+++ TASK MATERIAL +++

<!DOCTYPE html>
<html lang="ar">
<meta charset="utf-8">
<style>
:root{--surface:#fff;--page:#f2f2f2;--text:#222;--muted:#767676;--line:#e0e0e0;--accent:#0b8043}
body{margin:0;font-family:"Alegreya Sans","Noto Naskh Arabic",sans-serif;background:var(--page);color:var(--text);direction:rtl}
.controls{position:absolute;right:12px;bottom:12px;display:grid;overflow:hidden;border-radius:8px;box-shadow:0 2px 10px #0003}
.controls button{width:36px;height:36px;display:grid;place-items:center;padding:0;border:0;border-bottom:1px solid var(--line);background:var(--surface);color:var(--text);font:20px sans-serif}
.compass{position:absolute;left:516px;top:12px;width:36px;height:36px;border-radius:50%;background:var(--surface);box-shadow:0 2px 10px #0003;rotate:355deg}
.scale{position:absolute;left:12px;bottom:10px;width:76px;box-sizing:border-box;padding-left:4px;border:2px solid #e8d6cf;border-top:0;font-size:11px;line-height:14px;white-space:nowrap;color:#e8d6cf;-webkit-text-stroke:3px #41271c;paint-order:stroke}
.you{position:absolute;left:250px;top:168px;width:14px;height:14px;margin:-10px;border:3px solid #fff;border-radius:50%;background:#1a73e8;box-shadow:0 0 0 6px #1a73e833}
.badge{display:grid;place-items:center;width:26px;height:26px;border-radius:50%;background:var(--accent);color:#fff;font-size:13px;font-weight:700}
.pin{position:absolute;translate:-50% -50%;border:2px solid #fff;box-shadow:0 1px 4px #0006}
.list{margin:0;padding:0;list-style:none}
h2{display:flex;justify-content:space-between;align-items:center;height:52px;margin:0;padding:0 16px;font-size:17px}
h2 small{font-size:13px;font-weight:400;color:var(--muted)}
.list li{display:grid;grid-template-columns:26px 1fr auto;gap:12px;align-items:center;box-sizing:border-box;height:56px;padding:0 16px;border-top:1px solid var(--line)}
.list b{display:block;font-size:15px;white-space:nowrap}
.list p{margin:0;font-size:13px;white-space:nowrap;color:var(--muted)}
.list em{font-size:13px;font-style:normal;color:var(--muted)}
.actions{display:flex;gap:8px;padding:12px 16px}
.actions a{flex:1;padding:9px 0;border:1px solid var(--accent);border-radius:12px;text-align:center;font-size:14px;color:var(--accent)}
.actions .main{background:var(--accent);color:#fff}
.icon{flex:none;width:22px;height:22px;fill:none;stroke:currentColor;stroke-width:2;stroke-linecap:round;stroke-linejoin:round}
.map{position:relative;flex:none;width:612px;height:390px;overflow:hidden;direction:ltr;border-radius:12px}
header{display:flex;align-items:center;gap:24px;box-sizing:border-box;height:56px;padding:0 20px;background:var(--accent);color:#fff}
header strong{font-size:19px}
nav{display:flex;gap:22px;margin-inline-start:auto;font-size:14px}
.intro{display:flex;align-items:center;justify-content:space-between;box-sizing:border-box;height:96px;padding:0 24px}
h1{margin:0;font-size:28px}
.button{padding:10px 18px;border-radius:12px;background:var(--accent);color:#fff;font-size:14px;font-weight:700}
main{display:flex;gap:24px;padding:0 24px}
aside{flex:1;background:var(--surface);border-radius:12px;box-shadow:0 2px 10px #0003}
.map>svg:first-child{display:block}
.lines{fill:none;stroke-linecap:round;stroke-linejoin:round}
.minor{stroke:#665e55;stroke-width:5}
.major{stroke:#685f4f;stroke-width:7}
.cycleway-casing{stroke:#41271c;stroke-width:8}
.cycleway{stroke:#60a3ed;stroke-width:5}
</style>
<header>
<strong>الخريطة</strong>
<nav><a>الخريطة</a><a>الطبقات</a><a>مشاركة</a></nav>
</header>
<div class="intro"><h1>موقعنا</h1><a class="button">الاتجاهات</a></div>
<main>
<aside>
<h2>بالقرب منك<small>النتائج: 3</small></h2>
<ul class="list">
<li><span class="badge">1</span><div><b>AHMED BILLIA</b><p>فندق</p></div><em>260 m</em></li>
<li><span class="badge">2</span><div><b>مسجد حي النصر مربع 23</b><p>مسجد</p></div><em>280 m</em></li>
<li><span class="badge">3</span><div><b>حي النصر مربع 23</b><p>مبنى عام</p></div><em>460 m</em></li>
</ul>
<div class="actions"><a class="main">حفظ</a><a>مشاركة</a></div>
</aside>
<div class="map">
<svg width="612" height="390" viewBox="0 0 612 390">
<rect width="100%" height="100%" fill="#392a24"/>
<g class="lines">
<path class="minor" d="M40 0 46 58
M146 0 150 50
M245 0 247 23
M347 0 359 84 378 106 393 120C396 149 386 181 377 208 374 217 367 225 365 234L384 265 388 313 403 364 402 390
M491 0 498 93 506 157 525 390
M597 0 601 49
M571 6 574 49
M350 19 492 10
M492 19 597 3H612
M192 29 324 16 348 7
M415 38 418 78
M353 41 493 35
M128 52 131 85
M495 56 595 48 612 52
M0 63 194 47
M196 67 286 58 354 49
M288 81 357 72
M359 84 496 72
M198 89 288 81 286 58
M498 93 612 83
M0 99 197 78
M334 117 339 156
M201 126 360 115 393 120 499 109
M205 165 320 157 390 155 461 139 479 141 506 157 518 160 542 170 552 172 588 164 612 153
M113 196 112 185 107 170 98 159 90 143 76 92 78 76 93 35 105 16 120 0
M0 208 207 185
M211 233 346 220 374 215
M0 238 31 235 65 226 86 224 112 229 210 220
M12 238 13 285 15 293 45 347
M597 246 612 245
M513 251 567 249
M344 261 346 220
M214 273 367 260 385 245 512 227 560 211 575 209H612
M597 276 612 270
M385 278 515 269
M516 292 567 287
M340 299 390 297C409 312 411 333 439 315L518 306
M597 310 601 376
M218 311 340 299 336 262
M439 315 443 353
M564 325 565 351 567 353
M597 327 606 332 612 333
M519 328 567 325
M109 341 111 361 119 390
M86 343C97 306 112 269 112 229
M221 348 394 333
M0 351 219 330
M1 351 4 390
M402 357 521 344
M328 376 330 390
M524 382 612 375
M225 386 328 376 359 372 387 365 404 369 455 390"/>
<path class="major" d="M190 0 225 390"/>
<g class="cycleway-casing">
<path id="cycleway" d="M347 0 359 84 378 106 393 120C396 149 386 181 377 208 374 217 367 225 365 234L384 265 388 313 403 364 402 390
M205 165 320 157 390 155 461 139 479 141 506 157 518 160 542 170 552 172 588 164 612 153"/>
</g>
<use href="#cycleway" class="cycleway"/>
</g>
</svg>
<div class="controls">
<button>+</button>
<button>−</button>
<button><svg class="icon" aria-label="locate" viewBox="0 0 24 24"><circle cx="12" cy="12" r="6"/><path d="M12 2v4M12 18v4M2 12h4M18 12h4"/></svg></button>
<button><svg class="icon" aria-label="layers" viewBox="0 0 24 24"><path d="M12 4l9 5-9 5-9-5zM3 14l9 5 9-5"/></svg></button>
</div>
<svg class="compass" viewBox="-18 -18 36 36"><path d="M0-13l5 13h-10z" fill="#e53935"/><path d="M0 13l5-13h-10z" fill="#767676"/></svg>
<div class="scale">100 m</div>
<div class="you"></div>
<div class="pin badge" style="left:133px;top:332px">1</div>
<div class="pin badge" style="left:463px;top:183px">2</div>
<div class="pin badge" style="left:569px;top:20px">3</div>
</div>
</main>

+++
+++ TASK MATERIAL +++

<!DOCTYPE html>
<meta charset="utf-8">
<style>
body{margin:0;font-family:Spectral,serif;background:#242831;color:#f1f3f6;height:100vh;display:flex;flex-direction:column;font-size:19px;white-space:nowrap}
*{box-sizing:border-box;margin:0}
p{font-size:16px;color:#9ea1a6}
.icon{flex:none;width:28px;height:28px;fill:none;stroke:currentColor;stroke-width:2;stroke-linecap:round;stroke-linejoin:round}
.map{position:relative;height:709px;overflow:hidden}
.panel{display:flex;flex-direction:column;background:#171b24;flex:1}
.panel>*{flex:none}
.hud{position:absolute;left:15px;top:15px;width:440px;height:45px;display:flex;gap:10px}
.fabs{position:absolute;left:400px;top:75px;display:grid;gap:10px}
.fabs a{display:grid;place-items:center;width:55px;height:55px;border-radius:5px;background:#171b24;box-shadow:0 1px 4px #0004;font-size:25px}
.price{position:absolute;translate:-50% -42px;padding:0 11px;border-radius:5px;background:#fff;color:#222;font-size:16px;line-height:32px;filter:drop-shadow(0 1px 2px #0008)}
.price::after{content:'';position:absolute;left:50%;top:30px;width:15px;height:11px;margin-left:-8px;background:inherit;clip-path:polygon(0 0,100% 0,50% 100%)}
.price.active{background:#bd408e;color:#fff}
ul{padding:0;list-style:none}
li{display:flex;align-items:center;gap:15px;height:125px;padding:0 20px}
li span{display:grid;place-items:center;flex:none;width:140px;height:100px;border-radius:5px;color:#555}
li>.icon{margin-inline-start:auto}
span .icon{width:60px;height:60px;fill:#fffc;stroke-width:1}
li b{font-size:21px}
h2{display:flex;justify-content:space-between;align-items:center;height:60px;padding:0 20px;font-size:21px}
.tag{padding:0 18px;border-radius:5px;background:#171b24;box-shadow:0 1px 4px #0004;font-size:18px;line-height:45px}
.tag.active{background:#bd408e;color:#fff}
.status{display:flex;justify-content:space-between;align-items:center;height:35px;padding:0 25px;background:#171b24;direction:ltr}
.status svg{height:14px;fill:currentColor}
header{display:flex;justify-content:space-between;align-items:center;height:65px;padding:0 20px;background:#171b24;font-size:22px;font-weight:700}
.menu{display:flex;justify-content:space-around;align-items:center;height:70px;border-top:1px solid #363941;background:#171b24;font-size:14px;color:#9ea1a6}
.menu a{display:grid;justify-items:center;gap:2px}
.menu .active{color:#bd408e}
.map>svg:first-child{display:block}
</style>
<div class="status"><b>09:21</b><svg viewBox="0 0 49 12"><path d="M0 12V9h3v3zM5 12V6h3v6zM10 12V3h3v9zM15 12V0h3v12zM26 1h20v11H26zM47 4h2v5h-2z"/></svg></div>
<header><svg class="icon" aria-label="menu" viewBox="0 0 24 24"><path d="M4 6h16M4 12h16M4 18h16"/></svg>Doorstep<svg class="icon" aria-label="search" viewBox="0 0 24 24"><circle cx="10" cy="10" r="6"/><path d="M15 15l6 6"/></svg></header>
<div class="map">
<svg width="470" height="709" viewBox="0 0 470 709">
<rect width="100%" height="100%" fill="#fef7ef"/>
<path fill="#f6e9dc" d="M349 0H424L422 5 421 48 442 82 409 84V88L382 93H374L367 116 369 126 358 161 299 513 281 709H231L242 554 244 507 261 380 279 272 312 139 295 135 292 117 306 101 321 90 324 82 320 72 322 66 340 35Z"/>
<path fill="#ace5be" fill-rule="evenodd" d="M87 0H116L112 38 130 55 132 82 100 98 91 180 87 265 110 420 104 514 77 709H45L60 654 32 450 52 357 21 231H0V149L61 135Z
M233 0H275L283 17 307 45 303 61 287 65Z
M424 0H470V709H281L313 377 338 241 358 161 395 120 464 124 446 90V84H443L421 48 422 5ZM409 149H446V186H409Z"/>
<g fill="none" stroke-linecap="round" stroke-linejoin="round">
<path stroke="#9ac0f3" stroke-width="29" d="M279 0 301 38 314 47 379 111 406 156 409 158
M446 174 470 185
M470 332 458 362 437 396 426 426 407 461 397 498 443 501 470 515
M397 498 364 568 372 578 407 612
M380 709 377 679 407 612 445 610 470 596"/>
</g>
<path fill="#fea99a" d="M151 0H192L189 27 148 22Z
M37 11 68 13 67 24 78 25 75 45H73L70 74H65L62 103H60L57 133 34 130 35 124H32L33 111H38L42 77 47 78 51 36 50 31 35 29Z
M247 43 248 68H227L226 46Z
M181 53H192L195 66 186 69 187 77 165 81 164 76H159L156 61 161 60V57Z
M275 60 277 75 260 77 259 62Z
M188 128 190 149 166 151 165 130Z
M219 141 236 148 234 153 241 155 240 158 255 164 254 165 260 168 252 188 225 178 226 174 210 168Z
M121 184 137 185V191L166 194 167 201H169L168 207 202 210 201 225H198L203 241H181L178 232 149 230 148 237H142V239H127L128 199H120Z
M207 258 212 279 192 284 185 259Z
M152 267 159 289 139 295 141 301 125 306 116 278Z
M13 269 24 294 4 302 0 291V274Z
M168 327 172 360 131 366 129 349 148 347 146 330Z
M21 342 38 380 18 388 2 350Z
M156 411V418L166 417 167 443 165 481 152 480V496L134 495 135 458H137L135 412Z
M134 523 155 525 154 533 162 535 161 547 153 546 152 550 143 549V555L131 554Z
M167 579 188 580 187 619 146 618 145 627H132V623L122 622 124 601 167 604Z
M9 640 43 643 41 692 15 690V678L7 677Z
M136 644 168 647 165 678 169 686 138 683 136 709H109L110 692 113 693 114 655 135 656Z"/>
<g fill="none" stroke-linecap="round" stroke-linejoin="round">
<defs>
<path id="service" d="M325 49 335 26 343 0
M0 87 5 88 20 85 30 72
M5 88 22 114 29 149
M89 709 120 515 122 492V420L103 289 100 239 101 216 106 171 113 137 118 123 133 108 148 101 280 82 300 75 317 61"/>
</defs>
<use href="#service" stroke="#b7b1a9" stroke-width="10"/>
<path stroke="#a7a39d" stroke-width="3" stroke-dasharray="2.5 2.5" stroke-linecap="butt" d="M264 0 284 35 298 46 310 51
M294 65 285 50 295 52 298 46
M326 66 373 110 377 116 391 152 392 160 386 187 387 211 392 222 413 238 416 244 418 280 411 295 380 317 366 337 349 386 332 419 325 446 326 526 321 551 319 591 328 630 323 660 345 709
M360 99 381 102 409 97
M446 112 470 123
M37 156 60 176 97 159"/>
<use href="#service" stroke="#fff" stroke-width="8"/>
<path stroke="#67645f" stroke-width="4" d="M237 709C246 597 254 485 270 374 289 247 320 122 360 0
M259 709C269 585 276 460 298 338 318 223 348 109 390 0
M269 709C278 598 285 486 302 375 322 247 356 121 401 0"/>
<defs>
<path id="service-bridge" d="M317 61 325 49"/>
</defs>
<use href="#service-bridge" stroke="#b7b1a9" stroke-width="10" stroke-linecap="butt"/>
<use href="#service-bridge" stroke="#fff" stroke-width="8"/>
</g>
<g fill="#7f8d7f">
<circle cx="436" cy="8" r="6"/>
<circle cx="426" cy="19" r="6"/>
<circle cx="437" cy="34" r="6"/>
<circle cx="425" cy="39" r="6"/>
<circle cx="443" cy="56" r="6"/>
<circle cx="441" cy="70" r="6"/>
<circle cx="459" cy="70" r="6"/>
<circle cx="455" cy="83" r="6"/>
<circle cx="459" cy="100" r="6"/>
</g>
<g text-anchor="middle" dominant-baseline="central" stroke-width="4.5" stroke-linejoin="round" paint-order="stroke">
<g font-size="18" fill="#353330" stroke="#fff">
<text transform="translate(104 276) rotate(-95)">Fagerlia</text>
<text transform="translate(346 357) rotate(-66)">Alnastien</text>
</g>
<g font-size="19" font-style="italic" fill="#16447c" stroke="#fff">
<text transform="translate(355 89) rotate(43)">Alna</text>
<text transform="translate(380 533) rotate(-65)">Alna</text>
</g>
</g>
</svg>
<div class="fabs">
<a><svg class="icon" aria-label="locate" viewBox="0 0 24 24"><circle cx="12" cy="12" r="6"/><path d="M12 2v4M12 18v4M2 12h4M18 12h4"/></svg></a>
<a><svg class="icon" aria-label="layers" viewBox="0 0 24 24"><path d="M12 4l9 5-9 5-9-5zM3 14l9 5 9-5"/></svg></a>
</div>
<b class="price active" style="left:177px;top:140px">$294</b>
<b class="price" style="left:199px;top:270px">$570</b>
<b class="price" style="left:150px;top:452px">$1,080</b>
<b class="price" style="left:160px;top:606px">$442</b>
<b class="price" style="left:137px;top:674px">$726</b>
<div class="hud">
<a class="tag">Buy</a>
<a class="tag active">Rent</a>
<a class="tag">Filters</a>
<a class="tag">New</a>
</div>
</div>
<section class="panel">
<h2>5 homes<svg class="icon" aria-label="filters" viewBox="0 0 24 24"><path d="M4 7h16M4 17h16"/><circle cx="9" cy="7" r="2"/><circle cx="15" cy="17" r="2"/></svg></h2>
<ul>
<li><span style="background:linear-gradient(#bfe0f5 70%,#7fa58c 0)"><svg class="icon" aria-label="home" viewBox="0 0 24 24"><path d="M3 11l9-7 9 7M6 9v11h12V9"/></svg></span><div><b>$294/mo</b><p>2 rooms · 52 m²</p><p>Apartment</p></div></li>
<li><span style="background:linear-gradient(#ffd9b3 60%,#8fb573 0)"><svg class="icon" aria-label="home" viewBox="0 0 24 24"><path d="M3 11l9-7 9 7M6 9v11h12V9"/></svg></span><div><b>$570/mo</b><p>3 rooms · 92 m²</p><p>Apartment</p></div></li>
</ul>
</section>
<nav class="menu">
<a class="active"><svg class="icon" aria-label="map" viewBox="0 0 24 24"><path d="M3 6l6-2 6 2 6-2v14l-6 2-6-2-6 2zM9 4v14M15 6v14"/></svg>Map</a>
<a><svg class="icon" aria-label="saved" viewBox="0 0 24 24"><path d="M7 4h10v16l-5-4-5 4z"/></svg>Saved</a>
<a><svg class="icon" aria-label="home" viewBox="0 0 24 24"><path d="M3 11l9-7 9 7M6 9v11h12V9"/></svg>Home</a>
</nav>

+++

→ EXERCISE BRIEF
Within the material above, find every line containing the word "lines" and copy it.

→ SOLUTION FOR THIS PROBLEM
.lines{fill:none;stroke-linecap:round;stroke-linejoin:round}
<g class="lines">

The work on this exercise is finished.